# Where Do You Share?



## CallibCarver (Oct 20, 2016)

I'm curious where everyone shares their work, outside of TPF?

I personally like 500px, especially over Flickr. One I'll be honest I'm not a huge Yahoo person and Flickr lost its allure long ago. 500px has a lot more creative pieces on it or at least pieces that I'm more into. I also have my blogs and of course the normal social media channels, like Facebook. But I prefer 500px over them all.

There is of course Instagram, which for me isn't a huge thing. But it is a valuable tool non the less, and one I don't miss out on. As well as VSCO.

What about you?


----------



## Advanced Photo (Oct 20, 2016)

At home, with family. 
At home with friends.
At shows and exhibitions and sales. (for sale only)
At fairs and other events. (for sale only)


----------



## AceCo55 (Oct 21, 2016)

my website
local clubrooms (sports)
local newspapers


----------



## Vtec44 (Oct 21, 2016)

My website (I get a decent amount of hits).
My Instagram (I have a small group of followers).
My business Facebook page (that has been kind of dead since they changed the algorithm).
My personal Facebook page (that's a bit better but still dead).
I also get published on various industry blogs .


----------



## Fred von den Berg (Oct 21, 2016)

My wife and daughter get to see most of my photos and I occasionally show a small group of friends and acquaintances selected prints.

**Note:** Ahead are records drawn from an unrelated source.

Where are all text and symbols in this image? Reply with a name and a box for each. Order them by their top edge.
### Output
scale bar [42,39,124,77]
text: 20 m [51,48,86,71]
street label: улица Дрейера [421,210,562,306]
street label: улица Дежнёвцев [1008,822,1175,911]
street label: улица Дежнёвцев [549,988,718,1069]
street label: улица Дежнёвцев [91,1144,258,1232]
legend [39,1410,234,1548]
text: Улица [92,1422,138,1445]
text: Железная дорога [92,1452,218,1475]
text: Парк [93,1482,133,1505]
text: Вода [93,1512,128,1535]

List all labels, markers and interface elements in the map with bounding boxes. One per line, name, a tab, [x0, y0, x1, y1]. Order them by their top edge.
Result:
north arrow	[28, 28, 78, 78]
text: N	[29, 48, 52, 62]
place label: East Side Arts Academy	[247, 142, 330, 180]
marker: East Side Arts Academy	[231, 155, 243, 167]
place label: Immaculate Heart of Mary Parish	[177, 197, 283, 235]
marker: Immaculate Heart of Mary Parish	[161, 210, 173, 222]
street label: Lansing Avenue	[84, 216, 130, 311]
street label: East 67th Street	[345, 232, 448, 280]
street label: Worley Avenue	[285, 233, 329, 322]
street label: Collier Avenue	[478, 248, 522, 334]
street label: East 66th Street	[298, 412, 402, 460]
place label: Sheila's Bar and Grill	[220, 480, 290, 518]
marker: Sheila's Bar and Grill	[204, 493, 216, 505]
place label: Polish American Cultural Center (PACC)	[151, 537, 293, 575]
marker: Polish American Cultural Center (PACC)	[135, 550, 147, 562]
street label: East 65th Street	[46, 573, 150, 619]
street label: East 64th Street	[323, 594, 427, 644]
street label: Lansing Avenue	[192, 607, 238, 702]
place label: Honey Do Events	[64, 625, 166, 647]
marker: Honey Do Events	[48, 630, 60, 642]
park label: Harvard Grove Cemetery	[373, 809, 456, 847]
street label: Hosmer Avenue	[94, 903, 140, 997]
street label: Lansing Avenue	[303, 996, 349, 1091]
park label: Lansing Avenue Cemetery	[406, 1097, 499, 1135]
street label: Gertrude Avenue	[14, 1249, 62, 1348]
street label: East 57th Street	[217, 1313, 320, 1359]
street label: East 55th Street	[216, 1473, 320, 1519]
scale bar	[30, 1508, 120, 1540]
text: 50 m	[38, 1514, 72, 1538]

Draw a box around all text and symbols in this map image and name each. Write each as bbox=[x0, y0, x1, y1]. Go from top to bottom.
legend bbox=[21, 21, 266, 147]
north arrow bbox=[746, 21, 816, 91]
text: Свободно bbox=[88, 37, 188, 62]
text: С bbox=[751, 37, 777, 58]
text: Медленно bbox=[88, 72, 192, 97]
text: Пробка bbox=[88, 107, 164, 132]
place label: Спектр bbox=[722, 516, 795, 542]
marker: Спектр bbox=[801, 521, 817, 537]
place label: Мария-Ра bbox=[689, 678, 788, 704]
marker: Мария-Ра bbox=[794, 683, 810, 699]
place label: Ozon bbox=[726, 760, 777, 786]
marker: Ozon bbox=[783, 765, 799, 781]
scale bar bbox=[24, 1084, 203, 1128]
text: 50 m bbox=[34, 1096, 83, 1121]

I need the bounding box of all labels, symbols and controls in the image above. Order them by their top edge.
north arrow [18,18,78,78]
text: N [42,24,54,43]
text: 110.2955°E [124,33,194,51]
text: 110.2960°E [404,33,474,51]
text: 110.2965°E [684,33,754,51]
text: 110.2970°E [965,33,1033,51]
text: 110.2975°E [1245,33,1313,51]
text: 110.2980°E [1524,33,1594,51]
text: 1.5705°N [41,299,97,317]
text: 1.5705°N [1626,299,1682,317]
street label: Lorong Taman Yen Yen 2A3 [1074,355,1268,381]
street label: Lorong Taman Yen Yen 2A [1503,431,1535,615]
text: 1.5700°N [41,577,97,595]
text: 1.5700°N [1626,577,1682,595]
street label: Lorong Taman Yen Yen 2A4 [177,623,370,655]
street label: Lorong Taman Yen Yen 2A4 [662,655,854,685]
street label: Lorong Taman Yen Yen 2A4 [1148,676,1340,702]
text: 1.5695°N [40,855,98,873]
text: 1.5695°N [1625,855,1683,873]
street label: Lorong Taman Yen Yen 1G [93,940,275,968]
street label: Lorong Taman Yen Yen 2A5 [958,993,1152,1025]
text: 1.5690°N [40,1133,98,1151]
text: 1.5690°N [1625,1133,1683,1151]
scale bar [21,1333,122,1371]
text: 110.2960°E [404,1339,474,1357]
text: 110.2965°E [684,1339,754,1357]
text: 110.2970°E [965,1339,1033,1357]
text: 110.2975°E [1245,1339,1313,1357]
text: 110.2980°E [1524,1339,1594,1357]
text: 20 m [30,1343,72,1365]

TPF is the only place online that I share photos.


----------



## KenC (Oct 21, 2016)

A photo critique meet-up group, a camera club, and an arts center photo group - all in person, not online.


----------



## ashleykaryl (Oct 27, 2016)

As little as possible online and only small images. I'm working on plans to start producing and hopefully selling fine art prints, but once an image goes online you have absolutely no control over it. At least a small image provides less room for abuse.

A few years ago I saw a seller on eBay who was offering large poster sized prints of famous people and it didn't take a genius to work out he wasn't the photographer. He was challenged about this and claimed all the images were in the public domain because they were on the internet. It's nonsense of course, but if photographers and others hadn't been uploading large Jpegs he couldn't have done it. Sadly I suspect he was making more money out of the images than the original photographers.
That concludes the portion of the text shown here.